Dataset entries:

--------

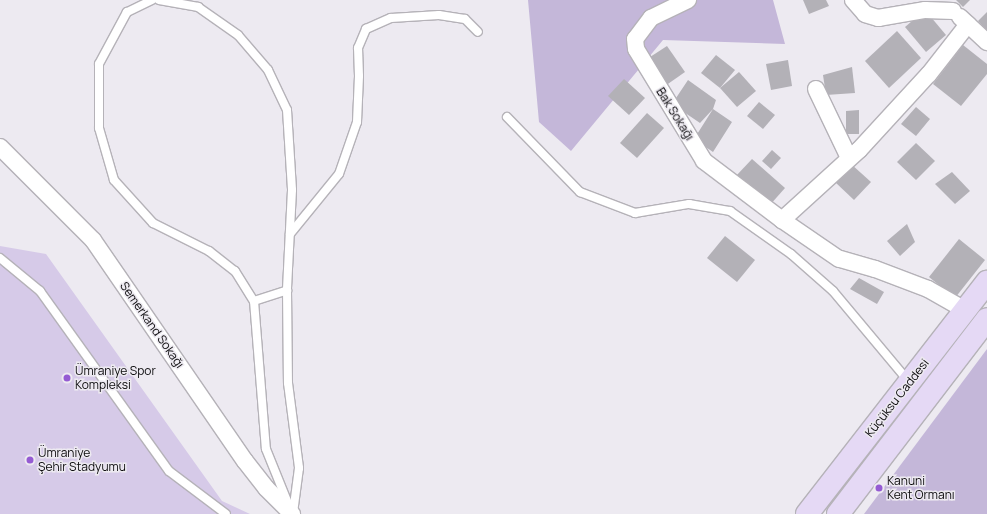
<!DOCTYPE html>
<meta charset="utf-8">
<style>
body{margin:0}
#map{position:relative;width:987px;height:514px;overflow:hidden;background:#edeaf1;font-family:Manrope,sans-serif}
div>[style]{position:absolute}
.green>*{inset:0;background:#d6cae8}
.forest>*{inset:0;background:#c4b7d9}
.building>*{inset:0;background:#b3b1b7}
.roads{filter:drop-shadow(1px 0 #b5b2b8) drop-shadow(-1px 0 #b5b2b8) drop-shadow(0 1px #b5b2b8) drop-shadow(0 -1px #b5b2b8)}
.service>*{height:8px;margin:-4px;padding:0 4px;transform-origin:4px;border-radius:4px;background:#fff}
.minor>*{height:16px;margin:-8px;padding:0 8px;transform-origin:8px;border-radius:8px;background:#fff}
.primary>*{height:22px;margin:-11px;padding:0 11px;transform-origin:11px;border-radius:11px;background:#e5d9f5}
.dots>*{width:11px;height:11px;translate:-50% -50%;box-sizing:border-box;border:2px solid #edeaf1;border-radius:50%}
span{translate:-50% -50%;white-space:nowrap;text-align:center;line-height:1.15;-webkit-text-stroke:3px #edeaf1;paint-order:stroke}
.street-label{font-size:12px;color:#0c0b0d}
.poi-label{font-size:12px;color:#0c0b0d}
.left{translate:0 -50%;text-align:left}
</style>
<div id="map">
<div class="green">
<div style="clip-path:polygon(0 246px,46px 254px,222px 501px,250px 514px,0 514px)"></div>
</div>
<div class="forest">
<div style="clip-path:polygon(528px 0,773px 0,785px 44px,663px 40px,571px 151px,539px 122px)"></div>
<div style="clip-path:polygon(987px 349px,987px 514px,864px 514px)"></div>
</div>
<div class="building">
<div style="clip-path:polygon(803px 0,826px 0,829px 6px,809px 14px)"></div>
<div style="clip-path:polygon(956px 0,970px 0,963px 7px)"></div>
<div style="clip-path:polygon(925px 10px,946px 35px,926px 52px,905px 27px)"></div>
<div style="clip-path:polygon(987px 12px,987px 31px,978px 21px)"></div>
<div style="clip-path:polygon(897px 31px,921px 58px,889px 88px,865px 61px)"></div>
<div style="clip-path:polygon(963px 45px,987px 64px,987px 74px,961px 106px,933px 84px)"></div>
<div style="clip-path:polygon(667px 46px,685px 72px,665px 86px,647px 59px)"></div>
<div style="clip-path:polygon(716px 55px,735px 70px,720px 88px,701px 73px)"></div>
<div style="clip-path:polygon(788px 60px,792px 86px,771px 90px,766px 64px)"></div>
<div style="clip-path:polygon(852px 67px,855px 93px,826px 95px,823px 75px)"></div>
<div style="clip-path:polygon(739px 72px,756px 91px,737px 107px,720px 88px)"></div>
<div style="clip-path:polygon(624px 79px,645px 98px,629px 115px,608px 96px)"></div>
<div style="clip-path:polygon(688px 80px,716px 100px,713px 109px,732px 122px,713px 152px,694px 139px,713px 109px,700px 123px,672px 104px)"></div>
<div style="clip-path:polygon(759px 102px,775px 115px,763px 129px,747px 116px)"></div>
<div style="clip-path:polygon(916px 107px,930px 119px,916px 136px,901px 124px)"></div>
<div style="clip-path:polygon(859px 110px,859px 134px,846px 134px,846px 111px)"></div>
<div style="clip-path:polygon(647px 113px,664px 128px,637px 158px,620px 143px)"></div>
<div style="clip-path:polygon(916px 143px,935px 161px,916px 180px,897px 162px)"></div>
<div style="clip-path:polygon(772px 150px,781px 158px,771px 169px,762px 161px)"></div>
<div style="clip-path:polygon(752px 159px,785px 188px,769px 206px,736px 176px)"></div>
<div style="clip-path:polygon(851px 164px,871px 182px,854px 200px,835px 182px)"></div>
<div style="clip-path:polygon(952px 172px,970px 191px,955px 204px,935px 184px)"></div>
<div style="clip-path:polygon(907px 224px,915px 242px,900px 256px,887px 241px)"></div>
<div style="clip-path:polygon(725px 236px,755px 260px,737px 282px,707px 258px)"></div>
<div style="clip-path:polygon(959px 239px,985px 260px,955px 298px,929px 277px)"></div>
<div style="clip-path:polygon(859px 278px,884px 292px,877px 304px,850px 289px)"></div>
</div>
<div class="roads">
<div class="service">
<div style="left:152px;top:0;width:28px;rotate:154deg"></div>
<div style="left:127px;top:12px;width:59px;rotate:118.3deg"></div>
<div style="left:99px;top:64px;width:64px;rotate:90deg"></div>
<div style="left:99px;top:128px;width:54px;rotate:73.9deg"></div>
<div style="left:114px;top:180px;width:58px;rotate:47.8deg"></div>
<div style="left:153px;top:223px;width:63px;rotate:26.6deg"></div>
<div style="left:209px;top:251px;width:33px;rotate:38deg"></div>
<div style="left:235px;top:271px;width:36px;rotate:58deg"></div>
<div style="left:254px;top:301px;width:148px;rotate:85.4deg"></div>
<div style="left:266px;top:449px;width:61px;rotate:68deg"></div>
<div style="left:159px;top:0;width:40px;rotate:10deg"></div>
<div style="left:198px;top:7px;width:49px;rotate:35deg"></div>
<div style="left:238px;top:35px;width:46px;rotate:49.4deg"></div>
<div style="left:268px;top:70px;width:44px;rotate:64.6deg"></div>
<div style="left:287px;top:110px;width:80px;rotate:86.4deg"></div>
<div style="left:292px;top:190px;width:100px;rotate:92.9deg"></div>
<div style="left:287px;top:290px;width:93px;rotate:89.4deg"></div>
<div style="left:288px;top:383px;width:86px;rotate:82.6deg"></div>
<div style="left:299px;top:468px;width:45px;rotate:97.6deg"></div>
<div style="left:507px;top:117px;width:105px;rotate:45.8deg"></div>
<div style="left:580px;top:192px;width:59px;rotate:20.9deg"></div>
<div style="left:635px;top:213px;width:55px;rotate:-9.5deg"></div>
<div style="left:689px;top:204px;width:42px;rotate:9.7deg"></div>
<div style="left:730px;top:211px;width:75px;rotate:35.2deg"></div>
<div style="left:791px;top:254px;width:56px;rotate:41.4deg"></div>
<div style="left:833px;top:291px;width:119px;rotate:50.1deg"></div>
<div style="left:290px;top:234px;width:77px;rotate:-50.8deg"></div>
<div style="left:339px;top:174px;width:55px;rotate:-70.9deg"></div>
<div style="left:357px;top:122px;width:46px;rotate:-87.5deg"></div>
<div style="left:359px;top:76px;width:28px;rotate:-92deg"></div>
<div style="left:358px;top:48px;width:21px;rotate:-67deg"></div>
<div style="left:366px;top:29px;width:27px;rotate:-24deg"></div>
<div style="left:391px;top:18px;width:48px;rotate:-3.6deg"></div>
<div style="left:439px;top:15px;width:26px;rotate:9deg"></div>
<div style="left:465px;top:19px;width:18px;rotate:45deg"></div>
<div style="left:0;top:258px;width:52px;rotate:39.5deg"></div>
<div style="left:40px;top:291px;width:221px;rotate:54.4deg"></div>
<div style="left:169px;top:471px;width:71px;rotate:37deg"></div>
<div style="left:254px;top:301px;width:35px;rotate:-18deg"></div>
</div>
<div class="minor">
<div style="left:688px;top:0;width:41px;rotate:154.1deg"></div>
<div style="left:651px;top:18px;width:26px;rotate:127deg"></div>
<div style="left:635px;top:39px;width:10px;rotate:84deg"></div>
<div style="left:636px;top:49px;width:131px;rotate:58.7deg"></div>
<div style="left:704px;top:161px;width:98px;rotate:37.1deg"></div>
<div style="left:853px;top:0;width:18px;rotate:49deg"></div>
<div style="left:865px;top:14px;width:14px;rotate:17deg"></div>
<div style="left:878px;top:18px;width:48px;rotate:-9.7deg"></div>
<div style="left:925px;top:10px;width:28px;rotate:2deg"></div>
<div style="left:960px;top:17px;width:37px;rotate:43deg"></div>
<div style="left:816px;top:89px;width:76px;rotate:64.4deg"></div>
<div style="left:0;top:147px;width:132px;rotate:45deg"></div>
<div style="left:93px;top:240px;width:268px;rotate:55.5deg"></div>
<div style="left:245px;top:461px;width:34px;rotate:52deg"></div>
<div style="left:266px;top:488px;width:37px;rotate:45deg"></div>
<div style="left:965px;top:310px;width:43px;rotate:-150.4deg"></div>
<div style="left:928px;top:289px;width:57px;rotate:-159.3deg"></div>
<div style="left:875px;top:269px;width:37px;rotate:-164deg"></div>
<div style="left:839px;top:259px;width:69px;rotate:-145.6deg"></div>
<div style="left:782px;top:220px;width:104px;rotate:-42.3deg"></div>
<div style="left:859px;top:150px;width:103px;rotate:-47.4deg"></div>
<div style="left:929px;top:74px;width:63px;rotate:-52deg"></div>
</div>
<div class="primary">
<div style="left:807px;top:514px;width:294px;rotate:-52.2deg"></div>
<div style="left:838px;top:514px;width:245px;rotate:-52.6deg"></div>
</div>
</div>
<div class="dots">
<div style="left:67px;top:378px;background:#955bd3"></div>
<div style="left:30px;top:460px;background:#955bd3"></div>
<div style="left:879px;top:488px;background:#955bd3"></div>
</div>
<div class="street-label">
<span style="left:675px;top:114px;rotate:58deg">Bak Sokağı</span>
<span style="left:152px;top:325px;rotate:55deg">Semerkand Sokağı</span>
<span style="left:897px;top:398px;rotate:-52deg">Küçüksu Caddesi</span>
</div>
<div class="poi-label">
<span class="left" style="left:75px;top:378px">Ümraniye Spor<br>Kompleksi</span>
<span class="left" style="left:38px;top:460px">Ümraniye<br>Şehir Stadyumu</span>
<span class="left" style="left:887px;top:488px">Kanuni<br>Kent Ormanı</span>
</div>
</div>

--------

The response should hold only an exact retyping of the lines from the beginning of the data through the line containing "0 #b5b2b8) drop-shadow(-1px", both ends kept, pictures omitted.

RESPONSE BELOW:
<!DOCTYPE html>
<meta charset="utf-8">
<style>
body{margin:0}
#map{position:relative;width:987px;height:514px;overflow:hidden;background:#edeaf1;font-family:Manrope,sans-serif}
div>[style]{position:absolute}
.green>*{inset:0;background:#d6cae8}
.forest>*{inset:0;background:#c4b7d9}
.building>*{inset:0;background:#b3b1b7}
.roads{filter:drop-shadow(1px 0 #b5b2b8) drop-shadow(-1px 0 #b5b2b8) drop-shadow(0 1px #b5b2b8) drop-shadow(0 -1px #b5b2b8)}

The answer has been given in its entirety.